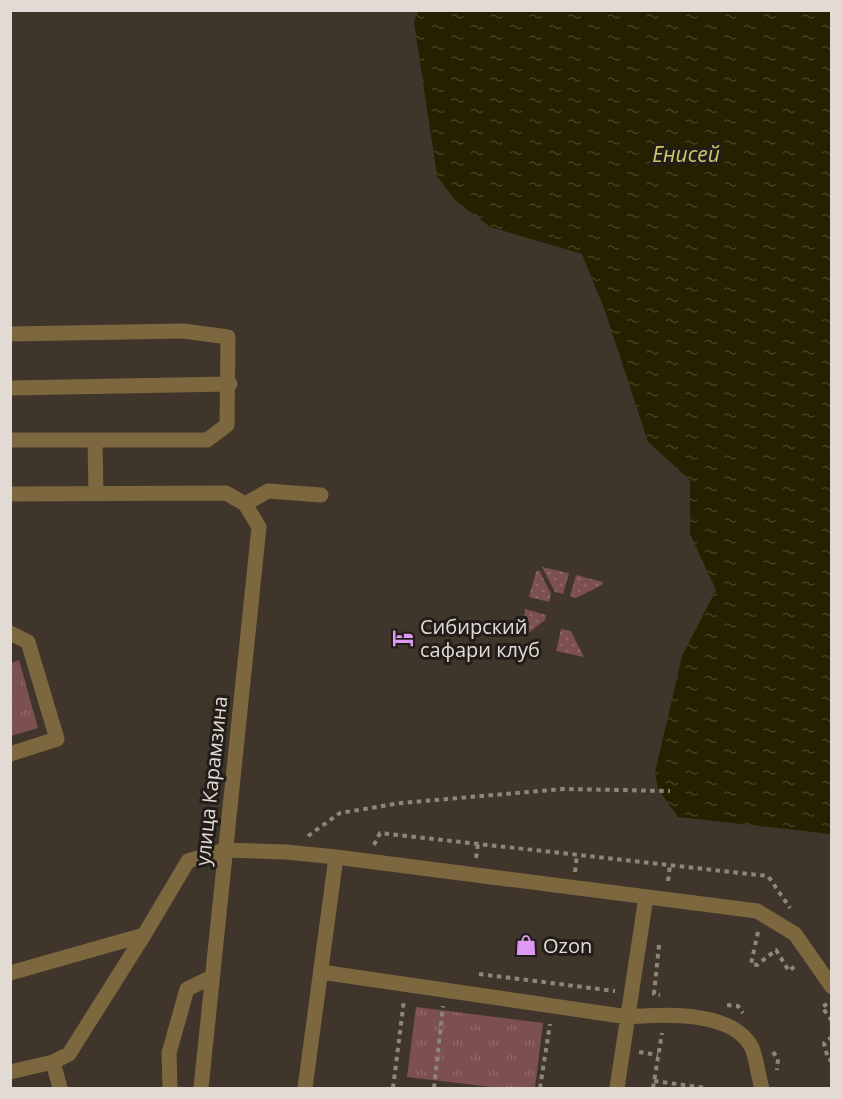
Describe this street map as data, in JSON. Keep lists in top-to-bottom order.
{
  "streets": {
    "street": ["улица Карамзина"]
  },
  "water": ["Енисей"],
  "places": {
    "hotel": ["Сибирский сафари клуб"],
    "shop": ["Ozon"]
  }
}
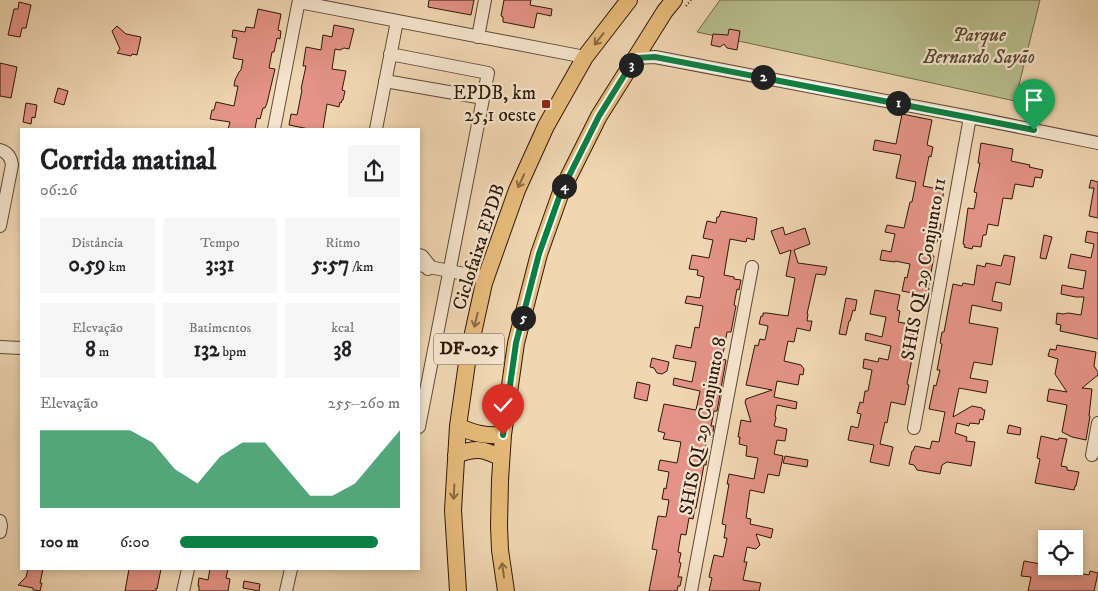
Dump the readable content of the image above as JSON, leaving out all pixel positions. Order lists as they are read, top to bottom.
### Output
{
  "streets": {
    "main road": ["DF-025"],
    "street": ["SHIS QI 29 Conjunto 11", "SHIS QI 29 Conjunto 8"]
  },
  "parks": ["Parque Bernardo Sayão"],
  "places": {
    "transit": ["EPDB, km 25,1 oeste"]
  },
  "page": {
    "pins": [
      "3",
      "2",
      "1",
      "4",
      "5"
    ],
    "heading": ["Corrida matinal", "06:26"],
    "stats": [
      ["Distância", "0.59 km"],
      ["Tempo", "3:31"],
      ["Ritmo", "5:57 /km"],
      ["Elevação", "8 m"],
      ["Batimentos", "132 bpm"],
      ["kcal", "38"]
    ],
    "chart": ["Elevação", "255–260 m"],
    "list": [
      {
        "name": "100 m",
        "note": "6:00"
      }
    ]
  }
}
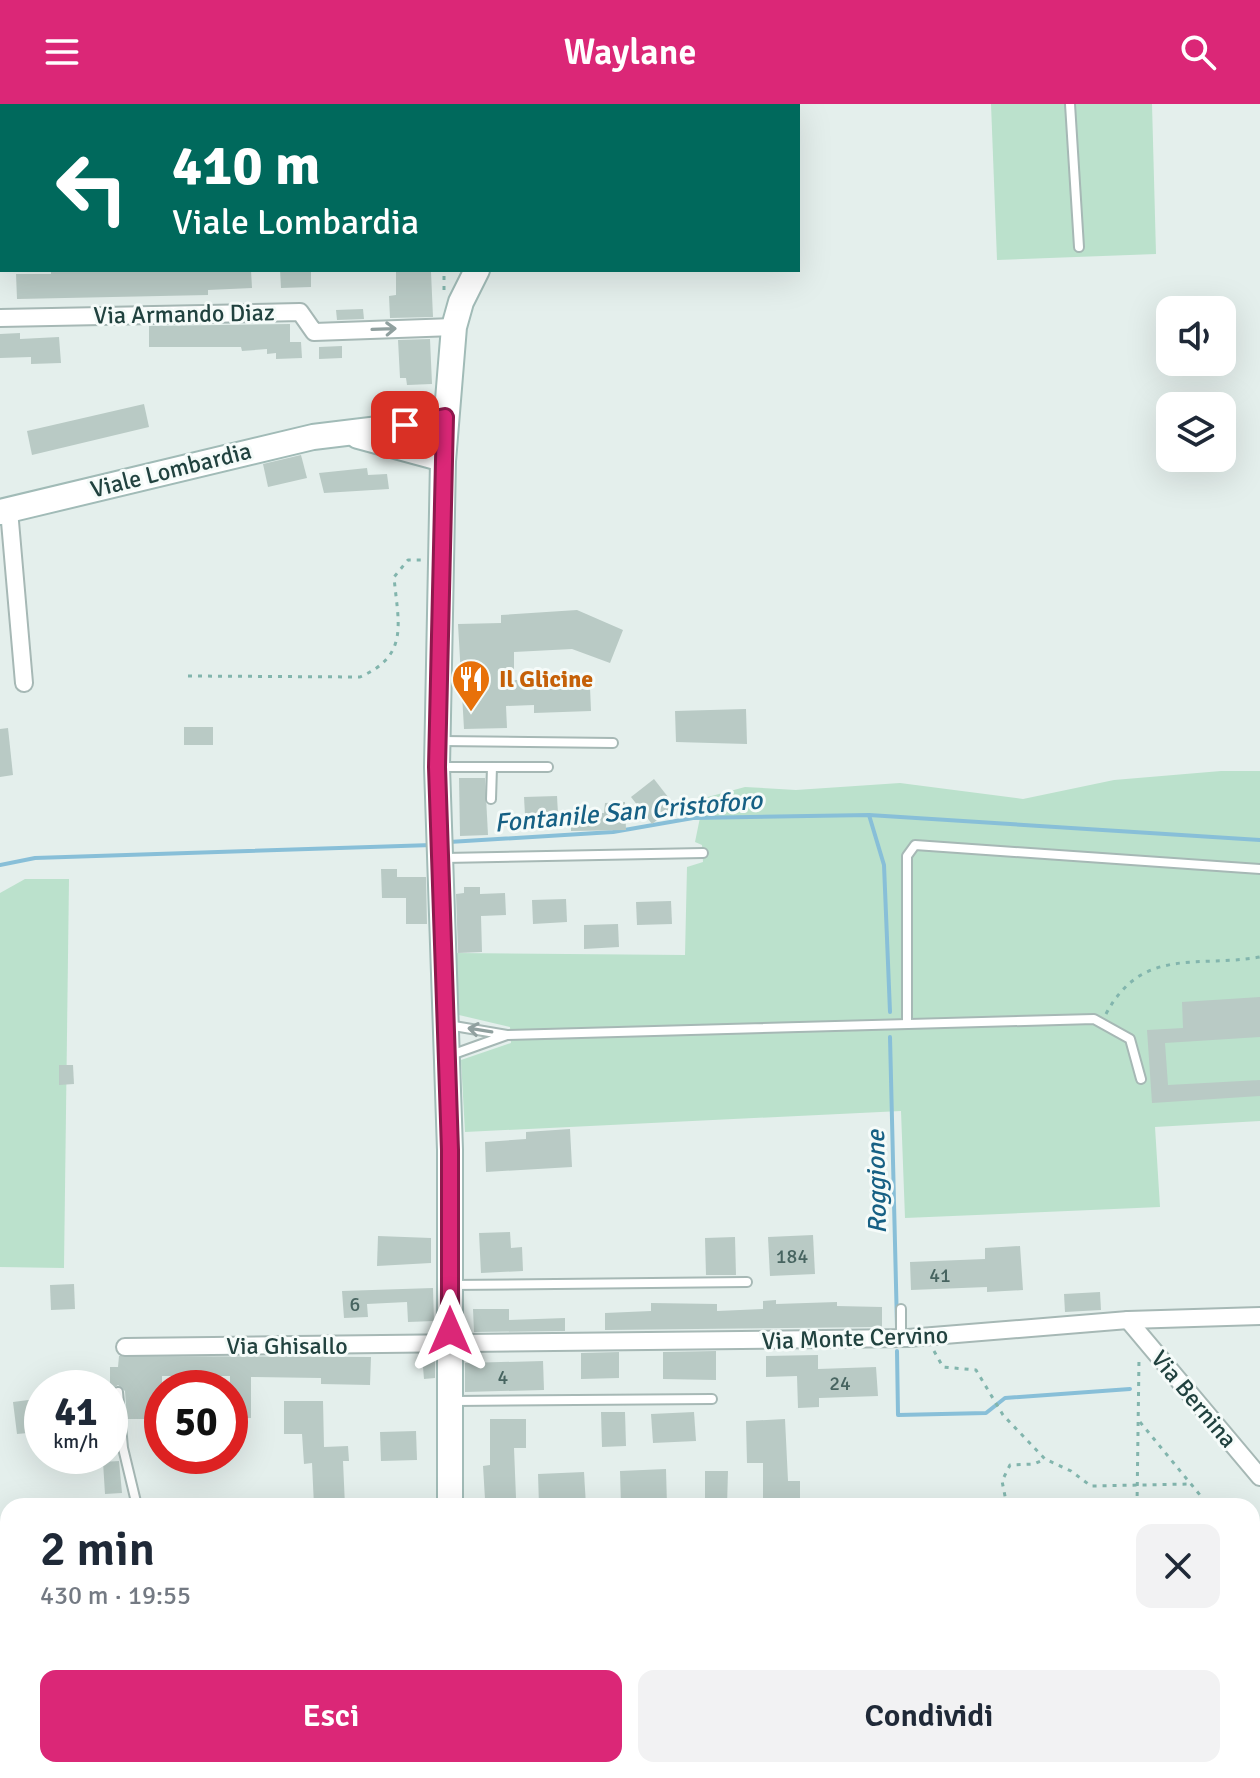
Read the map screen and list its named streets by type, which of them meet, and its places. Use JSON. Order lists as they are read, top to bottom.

*-*-*

_What to do:_ Wherever the string "read" turns up in the material, copy the whole line.

_Response to the exercise:_
Dump the readable content of the image above as JSON, leaving out all pixel positions. Order lists as they are read, top to bottom.
Read the map screen and list its named streets by type, which of them meet, and its places. Use JSON. Order lists as they are read, top to bottom.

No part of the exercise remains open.